╭─ Record excerpts

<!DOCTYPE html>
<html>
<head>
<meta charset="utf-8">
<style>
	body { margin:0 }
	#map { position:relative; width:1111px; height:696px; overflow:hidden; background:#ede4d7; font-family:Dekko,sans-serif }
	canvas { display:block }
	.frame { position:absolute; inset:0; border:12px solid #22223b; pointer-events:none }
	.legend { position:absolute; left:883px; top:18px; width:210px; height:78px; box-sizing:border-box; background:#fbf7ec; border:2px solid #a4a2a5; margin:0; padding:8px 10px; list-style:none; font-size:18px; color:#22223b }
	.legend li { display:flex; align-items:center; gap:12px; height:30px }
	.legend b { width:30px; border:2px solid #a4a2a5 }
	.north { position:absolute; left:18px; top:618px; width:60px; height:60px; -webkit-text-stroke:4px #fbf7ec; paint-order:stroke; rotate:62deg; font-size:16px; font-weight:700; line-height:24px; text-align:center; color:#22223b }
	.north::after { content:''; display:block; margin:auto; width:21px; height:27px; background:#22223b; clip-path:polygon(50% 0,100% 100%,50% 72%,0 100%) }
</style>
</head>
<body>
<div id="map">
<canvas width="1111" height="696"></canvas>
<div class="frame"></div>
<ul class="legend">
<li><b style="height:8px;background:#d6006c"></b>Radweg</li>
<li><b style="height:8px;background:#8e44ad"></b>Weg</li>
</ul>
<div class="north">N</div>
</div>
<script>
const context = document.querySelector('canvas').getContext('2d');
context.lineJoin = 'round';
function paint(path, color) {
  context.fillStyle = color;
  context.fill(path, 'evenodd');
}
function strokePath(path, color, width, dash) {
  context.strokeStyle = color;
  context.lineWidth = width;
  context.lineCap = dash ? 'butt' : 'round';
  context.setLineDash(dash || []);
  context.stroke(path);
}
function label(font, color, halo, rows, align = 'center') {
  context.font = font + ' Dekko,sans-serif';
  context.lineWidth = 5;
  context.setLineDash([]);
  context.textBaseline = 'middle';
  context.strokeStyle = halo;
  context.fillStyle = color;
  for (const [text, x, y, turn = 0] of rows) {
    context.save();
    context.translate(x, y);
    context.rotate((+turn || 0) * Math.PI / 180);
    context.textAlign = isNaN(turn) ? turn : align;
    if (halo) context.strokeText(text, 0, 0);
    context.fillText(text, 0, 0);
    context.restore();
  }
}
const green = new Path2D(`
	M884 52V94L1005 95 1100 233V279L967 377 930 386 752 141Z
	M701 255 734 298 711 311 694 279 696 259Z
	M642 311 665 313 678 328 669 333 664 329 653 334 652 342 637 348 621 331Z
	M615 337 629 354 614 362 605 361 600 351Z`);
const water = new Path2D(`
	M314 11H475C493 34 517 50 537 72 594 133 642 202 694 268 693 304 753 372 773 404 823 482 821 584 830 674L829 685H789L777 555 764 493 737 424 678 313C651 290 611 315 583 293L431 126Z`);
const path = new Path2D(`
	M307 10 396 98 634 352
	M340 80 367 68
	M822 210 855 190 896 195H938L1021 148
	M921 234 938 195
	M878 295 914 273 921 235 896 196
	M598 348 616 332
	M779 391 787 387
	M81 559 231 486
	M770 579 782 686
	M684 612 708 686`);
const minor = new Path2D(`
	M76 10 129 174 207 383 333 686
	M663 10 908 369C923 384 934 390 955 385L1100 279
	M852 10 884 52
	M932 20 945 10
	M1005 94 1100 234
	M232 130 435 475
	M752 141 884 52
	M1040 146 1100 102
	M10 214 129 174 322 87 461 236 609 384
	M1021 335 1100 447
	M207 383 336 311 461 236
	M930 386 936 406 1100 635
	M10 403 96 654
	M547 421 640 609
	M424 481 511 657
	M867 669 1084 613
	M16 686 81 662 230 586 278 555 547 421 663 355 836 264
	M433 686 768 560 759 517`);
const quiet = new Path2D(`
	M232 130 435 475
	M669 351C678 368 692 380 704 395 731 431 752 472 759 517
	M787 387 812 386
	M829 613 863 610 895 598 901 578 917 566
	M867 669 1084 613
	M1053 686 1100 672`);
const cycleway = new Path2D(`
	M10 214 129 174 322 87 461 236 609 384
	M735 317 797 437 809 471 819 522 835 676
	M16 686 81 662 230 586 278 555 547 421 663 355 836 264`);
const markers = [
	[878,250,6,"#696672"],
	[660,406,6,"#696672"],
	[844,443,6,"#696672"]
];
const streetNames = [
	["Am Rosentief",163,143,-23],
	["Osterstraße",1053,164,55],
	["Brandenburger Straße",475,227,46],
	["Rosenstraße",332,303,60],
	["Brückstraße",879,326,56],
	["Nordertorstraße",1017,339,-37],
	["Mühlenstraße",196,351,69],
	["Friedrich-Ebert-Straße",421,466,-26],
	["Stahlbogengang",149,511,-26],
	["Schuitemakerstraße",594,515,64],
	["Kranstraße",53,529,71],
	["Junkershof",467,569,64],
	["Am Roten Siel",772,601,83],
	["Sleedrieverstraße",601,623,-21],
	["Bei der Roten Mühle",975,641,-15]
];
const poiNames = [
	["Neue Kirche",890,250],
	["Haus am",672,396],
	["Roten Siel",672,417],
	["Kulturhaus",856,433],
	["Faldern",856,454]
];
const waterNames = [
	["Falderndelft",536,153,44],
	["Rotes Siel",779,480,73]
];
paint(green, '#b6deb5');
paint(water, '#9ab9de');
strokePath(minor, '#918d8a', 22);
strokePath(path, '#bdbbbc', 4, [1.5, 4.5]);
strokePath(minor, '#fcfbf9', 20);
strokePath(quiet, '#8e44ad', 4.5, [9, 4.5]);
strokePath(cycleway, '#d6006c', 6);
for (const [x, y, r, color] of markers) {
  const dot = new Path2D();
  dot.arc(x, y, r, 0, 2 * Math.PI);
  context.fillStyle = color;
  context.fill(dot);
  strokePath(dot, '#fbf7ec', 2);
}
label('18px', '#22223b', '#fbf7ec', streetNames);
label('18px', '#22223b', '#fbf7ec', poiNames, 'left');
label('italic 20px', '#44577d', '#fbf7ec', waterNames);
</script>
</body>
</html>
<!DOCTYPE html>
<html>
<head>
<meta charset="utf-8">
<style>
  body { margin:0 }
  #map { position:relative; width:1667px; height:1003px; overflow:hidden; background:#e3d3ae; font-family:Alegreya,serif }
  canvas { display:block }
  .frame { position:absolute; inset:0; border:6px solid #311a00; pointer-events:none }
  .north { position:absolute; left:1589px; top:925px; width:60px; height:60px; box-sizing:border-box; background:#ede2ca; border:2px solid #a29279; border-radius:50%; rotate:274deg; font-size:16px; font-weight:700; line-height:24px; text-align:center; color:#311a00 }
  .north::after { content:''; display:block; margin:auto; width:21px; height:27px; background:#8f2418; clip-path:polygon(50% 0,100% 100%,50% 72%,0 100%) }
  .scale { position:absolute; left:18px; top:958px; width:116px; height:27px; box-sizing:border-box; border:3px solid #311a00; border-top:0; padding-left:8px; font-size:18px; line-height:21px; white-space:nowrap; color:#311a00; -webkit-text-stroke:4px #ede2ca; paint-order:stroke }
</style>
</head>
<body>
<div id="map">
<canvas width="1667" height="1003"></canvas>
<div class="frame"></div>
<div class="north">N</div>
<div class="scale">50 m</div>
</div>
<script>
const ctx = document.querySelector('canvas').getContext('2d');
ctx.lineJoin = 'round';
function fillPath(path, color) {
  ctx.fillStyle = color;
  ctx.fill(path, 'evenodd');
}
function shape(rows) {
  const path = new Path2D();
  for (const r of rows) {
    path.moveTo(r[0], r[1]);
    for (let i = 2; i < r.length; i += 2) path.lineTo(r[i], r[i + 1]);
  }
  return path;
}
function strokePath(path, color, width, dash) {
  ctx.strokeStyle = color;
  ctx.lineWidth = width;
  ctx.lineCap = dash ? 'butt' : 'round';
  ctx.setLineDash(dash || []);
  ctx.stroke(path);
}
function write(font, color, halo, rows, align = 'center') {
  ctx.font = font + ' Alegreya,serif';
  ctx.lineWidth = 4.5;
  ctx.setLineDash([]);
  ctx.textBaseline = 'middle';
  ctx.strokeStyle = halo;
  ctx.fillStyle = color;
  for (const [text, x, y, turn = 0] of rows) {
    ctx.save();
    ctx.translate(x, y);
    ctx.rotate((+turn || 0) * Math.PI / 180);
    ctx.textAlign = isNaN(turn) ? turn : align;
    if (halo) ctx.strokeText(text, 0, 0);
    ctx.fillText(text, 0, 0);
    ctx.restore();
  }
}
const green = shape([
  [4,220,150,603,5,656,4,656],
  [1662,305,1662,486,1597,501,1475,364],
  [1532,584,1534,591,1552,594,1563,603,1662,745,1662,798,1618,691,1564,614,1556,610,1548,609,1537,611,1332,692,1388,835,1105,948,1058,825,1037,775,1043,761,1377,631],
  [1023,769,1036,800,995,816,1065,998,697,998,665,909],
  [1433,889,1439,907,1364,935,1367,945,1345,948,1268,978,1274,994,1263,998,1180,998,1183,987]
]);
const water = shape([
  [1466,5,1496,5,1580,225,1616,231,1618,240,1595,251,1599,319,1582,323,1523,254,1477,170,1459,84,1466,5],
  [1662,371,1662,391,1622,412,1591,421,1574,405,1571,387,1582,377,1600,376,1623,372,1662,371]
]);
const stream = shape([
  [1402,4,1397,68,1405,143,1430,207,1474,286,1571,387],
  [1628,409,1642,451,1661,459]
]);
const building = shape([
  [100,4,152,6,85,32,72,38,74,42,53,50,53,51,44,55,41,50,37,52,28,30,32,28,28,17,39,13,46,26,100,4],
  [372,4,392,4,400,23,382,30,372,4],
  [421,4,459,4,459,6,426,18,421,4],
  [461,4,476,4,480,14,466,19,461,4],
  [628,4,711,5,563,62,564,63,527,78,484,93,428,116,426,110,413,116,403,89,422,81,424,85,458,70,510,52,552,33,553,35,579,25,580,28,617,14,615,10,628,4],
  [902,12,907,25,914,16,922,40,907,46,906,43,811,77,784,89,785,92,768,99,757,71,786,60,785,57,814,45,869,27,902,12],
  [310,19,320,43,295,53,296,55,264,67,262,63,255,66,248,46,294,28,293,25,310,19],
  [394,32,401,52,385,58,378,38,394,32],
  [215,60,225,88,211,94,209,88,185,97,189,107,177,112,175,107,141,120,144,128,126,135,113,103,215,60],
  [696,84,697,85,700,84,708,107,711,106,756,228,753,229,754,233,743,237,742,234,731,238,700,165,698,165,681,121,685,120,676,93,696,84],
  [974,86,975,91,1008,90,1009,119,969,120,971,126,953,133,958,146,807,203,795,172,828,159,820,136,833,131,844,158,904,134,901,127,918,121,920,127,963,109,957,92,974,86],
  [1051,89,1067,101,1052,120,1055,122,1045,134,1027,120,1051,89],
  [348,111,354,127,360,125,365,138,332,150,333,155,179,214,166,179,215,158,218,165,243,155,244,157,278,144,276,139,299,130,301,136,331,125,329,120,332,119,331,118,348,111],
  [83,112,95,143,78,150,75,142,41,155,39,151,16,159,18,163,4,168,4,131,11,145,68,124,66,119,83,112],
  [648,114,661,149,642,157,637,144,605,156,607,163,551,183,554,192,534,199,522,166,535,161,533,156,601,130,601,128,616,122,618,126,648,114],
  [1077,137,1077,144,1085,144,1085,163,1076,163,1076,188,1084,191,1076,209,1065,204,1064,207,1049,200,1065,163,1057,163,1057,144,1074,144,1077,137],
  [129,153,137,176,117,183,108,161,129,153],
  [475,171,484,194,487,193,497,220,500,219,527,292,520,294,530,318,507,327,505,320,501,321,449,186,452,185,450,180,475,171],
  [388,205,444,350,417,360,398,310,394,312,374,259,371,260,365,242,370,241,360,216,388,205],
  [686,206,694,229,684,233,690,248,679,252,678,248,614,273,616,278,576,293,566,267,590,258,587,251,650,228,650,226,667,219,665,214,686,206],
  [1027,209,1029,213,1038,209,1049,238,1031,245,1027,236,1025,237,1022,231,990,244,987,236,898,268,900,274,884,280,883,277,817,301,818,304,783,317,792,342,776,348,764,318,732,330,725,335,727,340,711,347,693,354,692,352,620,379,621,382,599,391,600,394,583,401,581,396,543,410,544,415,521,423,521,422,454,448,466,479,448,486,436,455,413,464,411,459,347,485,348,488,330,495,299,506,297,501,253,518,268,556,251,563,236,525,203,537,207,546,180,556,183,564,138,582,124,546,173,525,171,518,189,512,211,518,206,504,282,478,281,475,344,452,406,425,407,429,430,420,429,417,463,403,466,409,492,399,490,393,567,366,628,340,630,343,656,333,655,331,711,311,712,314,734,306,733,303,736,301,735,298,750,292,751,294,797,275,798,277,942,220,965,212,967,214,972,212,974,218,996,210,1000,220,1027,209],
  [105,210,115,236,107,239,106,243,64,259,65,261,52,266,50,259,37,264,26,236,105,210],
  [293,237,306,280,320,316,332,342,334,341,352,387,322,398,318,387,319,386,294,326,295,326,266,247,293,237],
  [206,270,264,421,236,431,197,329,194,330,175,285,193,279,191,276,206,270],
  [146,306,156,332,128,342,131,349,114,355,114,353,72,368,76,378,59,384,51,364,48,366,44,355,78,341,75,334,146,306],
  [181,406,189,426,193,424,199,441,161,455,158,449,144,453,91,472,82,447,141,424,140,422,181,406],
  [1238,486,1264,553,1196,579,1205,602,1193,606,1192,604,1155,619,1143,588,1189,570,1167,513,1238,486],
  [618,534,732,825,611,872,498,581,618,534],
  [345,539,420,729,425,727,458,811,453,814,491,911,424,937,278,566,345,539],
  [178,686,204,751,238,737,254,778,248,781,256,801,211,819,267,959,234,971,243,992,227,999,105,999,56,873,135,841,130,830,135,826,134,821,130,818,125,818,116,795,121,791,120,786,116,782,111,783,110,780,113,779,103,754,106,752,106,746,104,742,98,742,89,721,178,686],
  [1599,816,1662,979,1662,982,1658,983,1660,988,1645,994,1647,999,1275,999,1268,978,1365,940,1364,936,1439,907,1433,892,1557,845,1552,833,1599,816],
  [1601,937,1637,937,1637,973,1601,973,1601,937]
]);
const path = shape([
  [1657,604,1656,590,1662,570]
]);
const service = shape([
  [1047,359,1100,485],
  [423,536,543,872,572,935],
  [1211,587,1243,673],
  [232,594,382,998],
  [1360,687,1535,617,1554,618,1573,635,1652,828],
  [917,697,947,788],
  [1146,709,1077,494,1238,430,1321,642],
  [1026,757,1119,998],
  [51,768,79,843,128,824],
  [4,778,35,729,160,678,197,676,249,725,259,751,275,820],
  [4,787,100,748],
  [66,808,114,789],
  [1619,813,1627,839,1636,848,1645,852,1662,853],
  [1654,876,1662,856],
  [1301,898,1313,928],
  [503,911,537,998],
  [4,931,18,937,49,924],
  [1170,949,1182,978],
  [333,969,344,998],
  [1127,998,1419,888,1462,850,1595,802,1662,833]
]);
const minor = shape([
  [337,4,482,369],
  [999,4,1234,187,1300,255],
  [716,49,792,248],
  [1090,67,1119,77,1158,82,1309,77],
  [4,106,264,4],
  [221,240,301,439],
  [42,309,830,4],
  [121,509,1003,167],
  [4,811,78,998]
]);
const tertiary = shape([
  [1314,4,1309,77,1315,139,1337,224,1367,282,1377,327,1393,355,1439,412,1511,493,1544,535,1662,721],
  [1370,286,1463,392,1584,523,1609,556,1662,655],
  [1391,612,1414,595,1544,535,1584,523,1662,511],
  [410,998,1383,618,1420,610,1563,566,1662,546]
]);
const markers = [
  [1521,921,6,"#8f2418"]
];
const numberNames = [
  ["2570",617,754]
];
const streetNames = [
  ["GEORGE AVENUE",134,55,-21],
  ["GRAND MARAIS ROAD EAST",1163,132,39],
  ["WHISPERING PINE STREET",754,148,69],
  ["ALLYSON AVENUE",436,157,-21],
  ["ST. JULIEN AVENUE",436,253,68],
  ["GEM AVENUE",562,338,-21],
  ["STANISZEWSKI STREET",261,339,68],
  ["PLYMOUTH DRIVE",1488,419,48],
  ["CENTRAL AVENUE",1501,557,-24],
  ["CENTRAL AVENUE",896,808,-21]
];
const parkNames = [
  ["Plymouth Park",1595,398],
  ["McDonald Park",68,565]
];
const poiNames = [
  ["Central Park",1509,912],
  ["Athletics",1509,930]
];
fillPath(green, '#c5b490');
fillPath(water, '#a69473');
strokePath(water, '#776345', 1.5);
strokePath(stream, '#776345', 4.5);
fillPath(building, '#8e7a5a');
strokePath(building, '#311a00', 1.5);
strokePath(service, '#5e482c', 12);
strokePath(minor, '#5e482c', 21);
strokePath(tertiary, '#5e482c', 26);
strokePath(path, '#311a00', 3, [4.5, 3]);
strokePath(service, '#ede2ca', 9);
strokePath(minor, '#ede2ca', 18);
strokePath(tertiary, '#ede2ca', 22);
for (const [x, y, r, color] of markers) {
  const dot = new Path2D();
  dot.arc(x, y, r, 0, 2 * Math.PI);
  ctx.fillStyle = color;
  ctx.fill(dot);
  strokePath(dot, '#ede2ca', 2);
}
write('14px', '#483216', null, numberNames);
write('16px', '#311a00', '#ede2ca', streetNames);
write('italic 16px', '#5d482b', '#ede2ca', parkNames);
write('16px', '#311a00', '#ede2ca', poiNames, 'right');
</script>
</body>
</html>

╰─

Beginning with the line that has "ctx.strokeStyle = color;" and ending with the line that has "ctx.translate(x, y);", set down the lines above exactly and include no others.

## [Exercise response]
  ctx.strokeStyle = color;
  ctx.lineWidth = width;
  ctx.lineCap = dash ? 'butt' : 'round';
  ctx.setLineDash(dash || []);
  ctx.stroke(path);
}
function write(font, color, halo, rows, align = 'center') {
  ctx.font = font + ' Alegreya,serif';
  ctx.lineWidth = 4.5;
  ctx.setLineDash([]);
  ctx.textBaseline = 'middle';
  ctx.strokeStyle = halo;
  ctx.fillStyle = color;
  for (const [text, x, y, turn = 0] of rows) {
    ctx.save();
    ctx.translate(x, y);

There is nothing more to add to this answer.